Flannery explains how much of the planet's carbon has been removed from the atmosphere and tucked inside the earth in the form of coal and oil. As humans have extracted and burned it, this carbon has returned to the atmosphere in high concentrations, warming the earth 30 times as quickly as it has with previous carbon build-ups. He paints grim pictures of mass extinctions and climate disruptions in the coming decades and centuries, even hinting at civilization collapse as the planet can no longer provide the abundant supplies of food and water that permit civilizations to flourish.
The last section of the book explores solutions to the climate crisis. Flannery describes corporate smokescreens and foot-dragging governments as impediments to reducing our carbon usage. He posits that the window of opportunity to make meaningful change and avert disaster is rapidly closing, and ordinary people cannot wait for their governments to act. Instead, they must take the lead by reducing their personal carbon emissions and pressuring their government to make hard choices. While President Bush takes his share of heat for cozying up to the oil industry and ignoring scientific evidence, Flannery also chastises the government of Australia as obstructionist and overly protective of its national coal industry.

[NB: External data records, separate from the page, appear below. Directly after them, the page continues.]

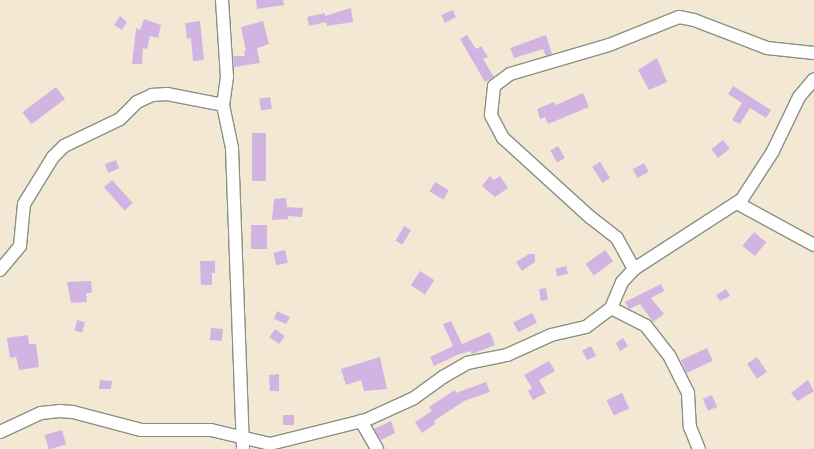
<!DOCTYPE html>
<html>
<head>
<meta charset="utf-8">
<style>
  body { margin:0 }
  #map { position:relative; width:814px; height:449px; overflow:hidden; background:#f2e8d3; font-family:Kalam,sans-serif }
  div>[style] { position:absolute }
  .building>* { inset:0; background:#d2b4e3; transform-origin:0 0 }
  .roads { filter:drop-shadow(1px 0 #889284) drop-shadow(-1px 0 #889284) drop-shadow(0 1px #889284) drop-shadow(0 -1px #889284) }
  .minor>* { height:12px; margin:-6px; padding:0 6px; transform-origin:6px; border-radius:6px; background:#fff }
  span { translate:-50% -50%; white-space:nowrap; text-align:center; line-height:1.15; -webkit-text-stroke:3.5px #f6f6f2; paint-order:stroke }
</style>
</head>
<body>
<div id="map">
  <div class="building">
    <div style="clip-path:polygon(256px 0,283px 0,284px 5px,257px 9px)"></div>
    <div style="clip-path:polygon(351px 8px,353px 22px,327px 26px,325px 18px,326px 22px,309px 26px,307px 17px,325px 13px,325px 16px)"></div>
    <div style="clip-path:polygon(453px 10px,456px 17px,445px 23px,441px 15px)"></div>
    <div style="clip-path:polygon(120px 16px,127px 22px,122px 30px,114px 25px)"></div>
    <div style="clip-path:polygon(144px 19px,161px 25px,158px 38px,150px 36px,147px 49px,143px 48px,142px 64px,132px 64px,136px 28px,140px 30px)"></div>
    <div style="clip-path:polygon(200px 21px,204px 60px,193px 61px,191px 38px,187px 39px,185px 23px)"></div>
    <div style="clip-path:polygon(263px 21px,269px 44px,257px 48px,260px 63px,234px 67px,233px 56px,245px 56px,244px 51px,246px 51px,241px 27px)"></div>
    <div style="clip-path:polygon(467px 35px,474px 46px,477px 49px,481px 46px,488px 57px,483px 59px,494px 77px,485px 82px,460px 39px)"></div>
    <div style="clip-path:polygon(546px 35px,552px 54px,546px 56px,543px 49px,514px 58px,510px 48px)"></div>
    <div style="clip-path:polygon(657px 58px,667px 82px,649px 90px,638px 70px)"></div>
    <div style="clip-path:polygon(733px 86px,771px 110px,766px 118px,750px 108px,740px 124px,732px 120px,742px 103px,728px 94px)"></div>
    <div style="left:56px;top:87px;width:15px;height:42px;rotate:53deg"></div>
    <div style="clip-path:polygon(583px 93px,589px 107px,548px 124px,545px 117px,540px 119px,537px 109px,554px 102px,556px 105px)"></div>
    <div style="left:270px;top:97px;width:12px;height:11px;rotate:81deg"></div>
    <div style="left:252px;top:133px;width:14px;height:48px"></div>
    <div style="left:723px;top:140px;width:11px;height:15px;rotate:52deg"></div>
    <div style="left:558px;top:146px;width:14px;height:9px;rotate:60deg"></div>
    <div style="left:116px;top:160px;width:9px;height:12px;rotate:69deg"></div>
    <div style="left:600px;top:162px;width:19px;height:9px;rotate:58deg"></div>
    <div style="left:644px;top:163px;width:10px;height:13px;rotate:61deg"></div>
    <div style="clip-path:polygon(490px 176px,494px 180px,500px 176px,508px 188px,495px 197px,482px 186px)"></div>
    <div style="left:112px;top:180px;width:31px;height:11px;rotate:48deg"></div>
    <div style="left:435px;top:182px;width:16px;height:11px;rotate:30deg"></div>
    <div style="clip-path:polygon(286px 198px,287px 207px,303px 208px,302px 217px,288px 216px,288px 219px,272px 220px,274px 199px)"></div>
    <div style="left:251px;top:225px;width:16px;height:24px"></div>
    <div style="left:404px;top:226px;width:8px;height:17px;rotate:30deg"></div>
    <div style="left:754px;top:232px;width:16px;height:18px;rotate:40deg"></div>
    <div style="left:285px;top:250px;width:13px;height:12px;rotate:77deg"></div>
    <div style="left:605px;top:250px;width:14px;height:24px;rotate:54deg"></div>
    <div style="clip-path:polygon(529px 254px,535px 254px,535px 262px,522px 271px,516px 262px)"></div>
    <div style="clip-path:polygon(200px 261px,215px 261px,215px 273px,212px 273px,212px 285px,201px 285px)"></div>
    <div style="left:566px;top:266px;width:8px;height:11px;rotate:76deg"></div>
    <div style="left:420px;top:271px;width:17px;height:17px;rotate:33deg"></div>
    <div style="clip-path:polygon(91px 281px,92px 293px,86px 293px,87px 302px,71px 303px,67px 282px)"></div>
    <div style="clip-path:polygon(661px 284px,664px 291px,651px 298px,664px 314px,653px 322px,640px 304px,629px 309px,625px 302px)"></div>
    <div style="left:546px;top:288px;width:12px;height:7px;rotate:81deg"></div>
    <div style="clip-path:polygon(726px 289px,730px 296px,720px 301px,716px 295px)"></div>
    <div style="clip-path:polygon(277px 311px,290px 317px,286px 324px,274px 319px)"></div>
    <div style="left:532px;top:313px;width:11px;height:21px;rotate:63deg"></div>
    <div style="left:77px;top:320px;width:8px;height:11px;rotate:14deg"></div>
    <div style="clip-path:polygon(451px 321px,462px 344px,490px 332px,495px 345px,472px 354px,470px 351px,457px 355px,434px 366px,430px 357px,453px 346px,443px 324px)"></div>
    <div style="left:211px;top:328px;width:12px;height:12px;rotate:5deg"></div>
    <div style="left:275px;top:329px;width:12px;height:10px;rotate:35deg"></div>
    <div style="clip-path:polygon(28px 335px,29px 344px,36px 344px,39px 367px,19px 370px,16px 357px,10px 358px,7px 338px)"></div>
    <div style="clip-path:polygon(623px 338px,628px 346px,620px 351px,616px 343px)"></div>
    <div style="left:591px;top:346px;width:11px;height:10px;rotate:63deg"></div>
    <div style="left:707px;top:348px;width:14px;height:29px;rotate:65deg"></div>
    <div style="clip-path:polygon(380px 357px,387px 389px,364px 391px,361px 380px,346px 385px,341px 369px)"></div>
    <div style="left:757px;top:357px;width:18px;height:12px;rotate:56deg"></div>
    <div style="clip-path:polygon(549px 361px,555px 371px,539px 380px,546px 393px,533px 400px,528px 391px,532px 388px,524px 375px)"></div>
    <div style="clip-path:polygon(279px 374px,279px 391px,270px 391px,269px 375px)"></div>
    <div style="clip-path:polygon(100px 380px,112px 381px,111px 389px,99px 389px)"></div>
    <div style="clip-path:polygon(808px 380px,814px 391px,798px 401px,791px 393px)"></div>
    <div style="clip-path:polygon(486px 382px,490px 392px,464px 401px,434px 421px,435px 424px,422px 433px,415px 422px,432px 411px,429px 407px,455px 390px,456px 393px)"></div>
    <div style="left:622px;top:393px;width:17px;height:17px;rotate:65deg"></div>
    <div style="left:712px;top:395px;width:13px;height:10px;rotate:67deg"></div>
    <div style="left:283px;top:415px;width:11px;height:10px"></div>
    <div style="clip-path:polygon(391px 421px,395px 433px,381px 440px,374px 429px)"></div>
    <div style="left:62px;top:430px;width:15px;height:18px;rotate:74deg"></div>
  </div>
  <div class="roads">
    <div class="minor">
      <div style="left:222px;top:0;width:77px;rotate:86.3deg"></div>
      <div style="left:227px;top:77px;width:28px;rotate:98deg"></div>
      <div style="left:223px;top:105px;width:44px;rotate:78.2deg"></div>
      <div style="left:232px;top:148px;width:301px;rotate:87.9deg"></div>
      <div style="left:737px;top:203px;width:88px;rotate:28.6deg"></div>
      <div style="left:634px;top:269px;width:35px;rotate:-119deg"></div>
      <div style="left:617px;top:238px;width:33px;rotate:-142deg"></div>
      <div style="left:591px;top:218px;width:119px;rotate:-137.7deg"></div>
      <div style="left:503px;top:138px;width:26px;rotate:-118deg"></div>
      <div style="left:491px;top:115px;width:29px;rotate:-84deg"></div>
      <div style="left:494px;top:86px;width:20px;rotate:-37deg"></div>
      <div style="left:510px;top:74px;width:103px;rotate:-16.3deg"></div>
      <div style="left:609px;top:45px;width:75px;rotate:-21.8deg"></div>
      <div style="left:679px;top:17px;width:15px;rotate:11deg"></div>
      <div style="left:694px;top:20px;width:78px;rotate:21deg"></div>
      <div style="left:767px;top:48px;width:47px;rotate:6.1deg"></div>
      <div style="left:0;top:270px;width:31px;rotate:-50deg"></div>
      <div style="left:20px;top:246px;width:42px;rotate:-84.6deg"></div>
      <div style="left:24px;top:204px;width:55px;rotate:-58.3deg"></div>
      <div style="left:53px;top:157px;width:16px;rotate:-45deg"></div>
      <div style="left:64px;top:146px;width:62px;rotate:-25.7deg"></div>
      <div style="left:120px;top:119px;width:24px;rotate:-45deg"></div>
      <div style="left:137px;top:102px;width:17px;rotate:-25deg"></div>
      <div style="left:152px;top:95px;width:15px;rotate:-4deg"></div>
      <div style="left:167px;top:94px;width:57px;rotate:11.1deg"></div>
      <div style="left:611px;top:308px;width:39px;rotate:27deg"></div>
      <div style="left:646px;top:326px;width:37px;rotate:52deg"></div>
      <div style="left:669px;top:355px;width:42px;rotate:63.4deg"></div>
      <div style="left:688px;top:393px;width:34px;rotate:87deg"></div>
      <div style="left:690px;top:427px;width:24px;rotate:68deg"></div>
      <div style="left:361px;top:421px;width:32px;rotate:60deg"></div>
      <div style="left:0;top:432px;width:45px;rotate:-24.9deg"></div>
      <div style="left:41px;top:413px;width:18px;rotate:-6deg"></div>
      <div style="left:59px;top:411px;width:14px;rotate:4deg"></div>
      <div style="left:73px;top:412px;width:70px;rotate:14.8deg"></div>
      <div style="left:141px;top:430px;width:70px"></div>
      <div style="left:211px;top:430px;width:61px;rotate:13.3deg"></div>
      <div style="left:270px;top:444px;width:99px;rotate:-14deg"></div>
      <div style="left:366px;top:420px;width:53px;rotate:-24.6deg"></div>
      <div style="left:414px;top:398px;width:36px;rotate:-36deg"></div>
      <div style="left:443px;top:377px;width:28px;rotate:-30deg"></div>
      <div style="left:467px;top:363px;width:41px;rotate:-11.3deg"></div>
      <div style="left:507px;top:355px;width:48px;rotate:-24.4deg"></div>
      <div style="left:551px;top:335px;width:36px;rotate:-13deg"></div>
      <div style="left:586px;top:327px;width:31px;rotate:-37deg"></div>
      <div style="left:611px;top:308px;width:28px;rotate:-67deg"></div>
      <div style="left:622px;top:282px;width:18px;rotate:-47deg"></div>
      <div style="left:634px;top:269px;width:129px;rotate:-32.9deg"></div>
      <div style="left:742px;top:199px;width:57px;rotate:-57.1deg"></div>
      <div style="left:773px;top:151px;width:60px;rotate:-64.3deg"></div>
      <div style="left:799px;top:97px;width:23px;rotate:-50deg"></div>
    </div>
  </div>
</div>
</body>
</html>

In exploring alternative energy options (wind, solar, hydrogen, geothermal), Flannery illustrates how none is a magic bullet that will protect us from hard choices. Instead, he posits that we need to awaken from the collective dream of resource consumption without consequence. By wading into the murky waters of disaster prognostication, Flannery risks joining the ranks of Paul Ehrlich and other purveyors of environmental jeremiads (In 1968 Ehrlich wrote in "The Population Bomb" that by the 1970s and 1980s mass starvation would ravage the planet.) While Flannery gives more voice to global warming skeptics than Al Gore in "An Inconvenient Truth," he limits his focus to coal and oil industry flacks while omitting dissenting opinions from established scientists like Patrick J. Michaels (University of Virginia) and Sallie Baliunas (Harvard-Smithsonian Center for Astrophysics) who question the veracity of the dire future scenarios.
Whether one buys Flannery's "now or never" argument for carbon reductions, it's difficult to finish this book without believing that mankind's attempt to have its cake and eat it too with resource consumption will prove futile in the end.
Julian Wise is a frequent contributor to The Times, specializing in music, film, and the performing arts.